There are six reactors at Fukushima Daiichi, located in northeastern Japan about 40 miles (65 kilometers) south of Sendai, one of the areas worst hit by Friday's 9.0-magnitude earthquake and the resulting tsunami.

Workers have been scrambling to stave off a meltdown as a series of significant problems popped up at the plant since Friday:

-- The earthquake and tsunami Friday knocked out regular and backup cooling systems at the plant's No. 1 and No. 3 reactors. Workers began injecting seawater and boron into the reactors in what experts have called a last-ditch attempt to prevent a meltdown after the cooling systems failed.

-- A blast caused by hydrogen buildup Saturday blew the roof off the No. 1 reactor's containment structure and injured four workers.

-- An explosion Monday caused by hydrogen buildup blew away the roof and walls of the building housing the plant's No. 3 reactor and injured 11 people. The plant's No. 2 reactor lost its cooling capabilities Monday afternoon after the explosion, and workers began injecting seawater and boron into that reactor.

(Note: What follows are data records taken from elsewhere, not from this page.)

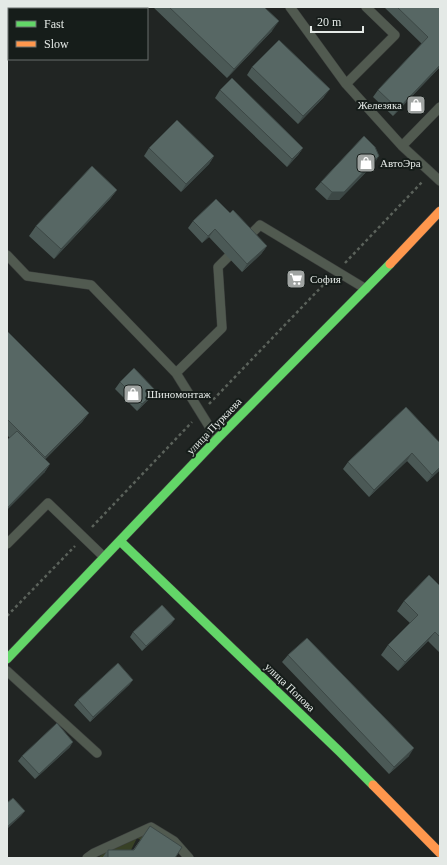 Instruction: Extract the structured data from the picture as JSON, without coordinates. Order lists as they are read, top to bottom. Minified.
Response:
{"streets":{"main road":["улица Пуркаева","улица Попова"]},"crossings":[["улица Пуркаева","улица Попова"]],"places":{"shop":["Железяка","АвтоЭра","Шиномонтаж"],"supermarket":["София"]},"legend":["Fast","Slow"],"scale_bar":"20 m"} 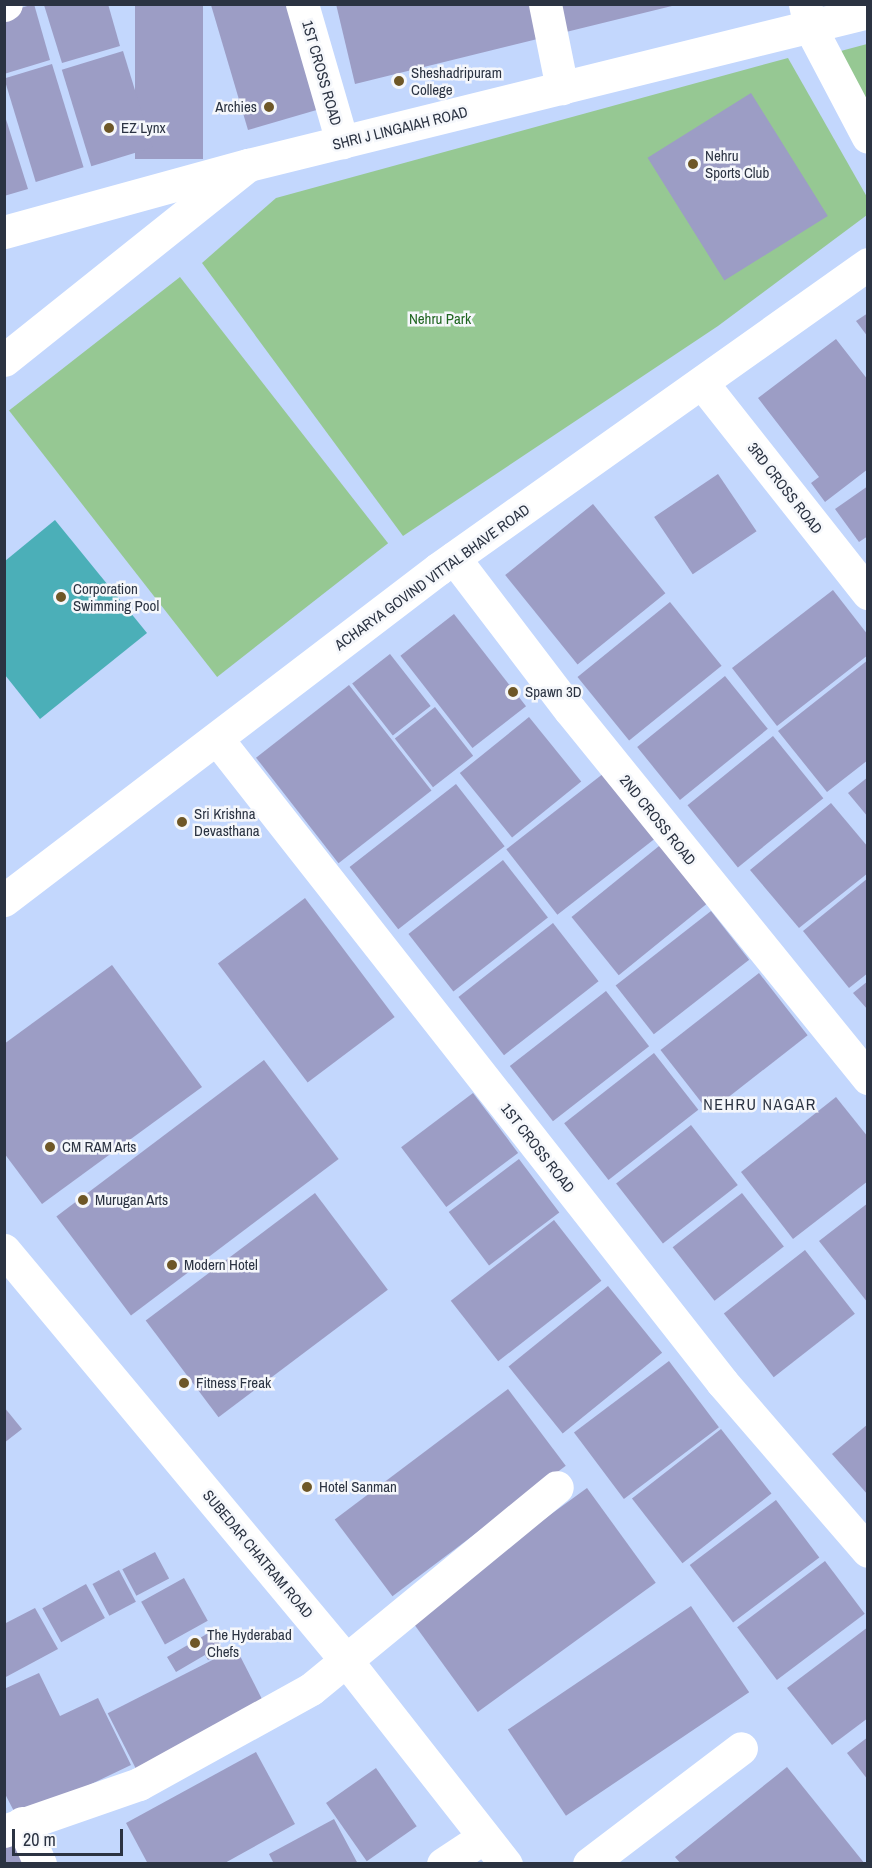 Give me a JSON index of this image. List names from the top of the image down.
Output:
{
  "streets": {
    "street": [
      "1ST CROSS ROAD",
      "SHRI J LINGAIAH ROAD",
      "3RD CROSS ROAD",
      "ACHARYA GOVIND VITTAL BHAVE ROAD",
      "2ND CROSS ROAD",
      "SUBEDAR CHATRAM ROAD"
    ]
  },
  "crossings": [
    ["1ST CROSS ROAD", "SHRI J LINGAIAH ROAD"],
    ["1ST CROSS ROAD", "ACHARYA GOVIND VITTAL BHAVE ROAD"],
    ["3RD CROSS ROAD", "ACHARYA GOVIND VITTAL BHAVE ROAD"],
    ["ACHARYA GOVIND VITTAL BHAVE ROAD", "2ND CROSS ROAD"]
  ],
  "districts": ["NEHRU NAGAR"],
  "parks": ["Nehru Park"],
  "places": [
    "Sheshadripuram College",
    "Archies",
    "EZ Lynx",
    "Nehru Sports Club",
    "Corporation Swimming Pool",
    "Spawn 3D",
    "Sri Krishna Devasthana",
    "CM RAM Arts",
    "Murugan Arts",
    "Modern Hotel",
    "Fitness Freak",
    "Hotel Sanman",
    "The Hyderabad Chefs"
  ],
  "scale_bar": "20 m"
}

-- An explosion hit the No. 2 reactor Tuesday morning. Readings indicate some damage to the No. 2 reactor's suppression pool, a donut-shaped reservoir at the base of the reactor's containment vessel.

-- A fire ignited in the No. 4 reactor building later Tuesday.

The government has evacuated more than 200,000 residents from homes within a 20-kilometer (12.4-mile) radius of the plant and tested 160 people for radiation exposure, authorities said Sunday.

If the effort to cool the nuclear fuel inside the reactor fails completely -- a scenario that experts who have spoken to CNN say is unlikely -- the resulting release of radiation could cause enormous damage to the plant, and possibly release radiation into the atmosphere or water. That could lead to widespread cancer and other health problems, experts say.

Concerns about the risk of radiation release spread as the situation at the plant appeared to worsen Tuesday.

U.S. Navy personnel began limiting outdoor activities and securing external ventilation systems after instruments aboard an aircraft carrier docked in Japan detected low levels of radioactivity from the Fukushima Daiichi nuclear plant, the Navy said.

The USS George Washington was docked for maintenance in Yokosuka, about 175 miles (280 kilometers) from the plant, when instruments detected the radiation at 7 a.m. Tuesday (6 p.m. ET Monday), the Navy said in a statement.

"These measures are strictly precautionary in nature. We do not expect that any United States federal radiation exposure limits will be exceeded even if no precautionary measures are taken," the Navy said.

Radiation levels in Tokyo were twice the usual level on Tuesday but was too negligible to pose a health threat -- 0.809 microsieverts per hour, the Tokyo Metropolitan Government said.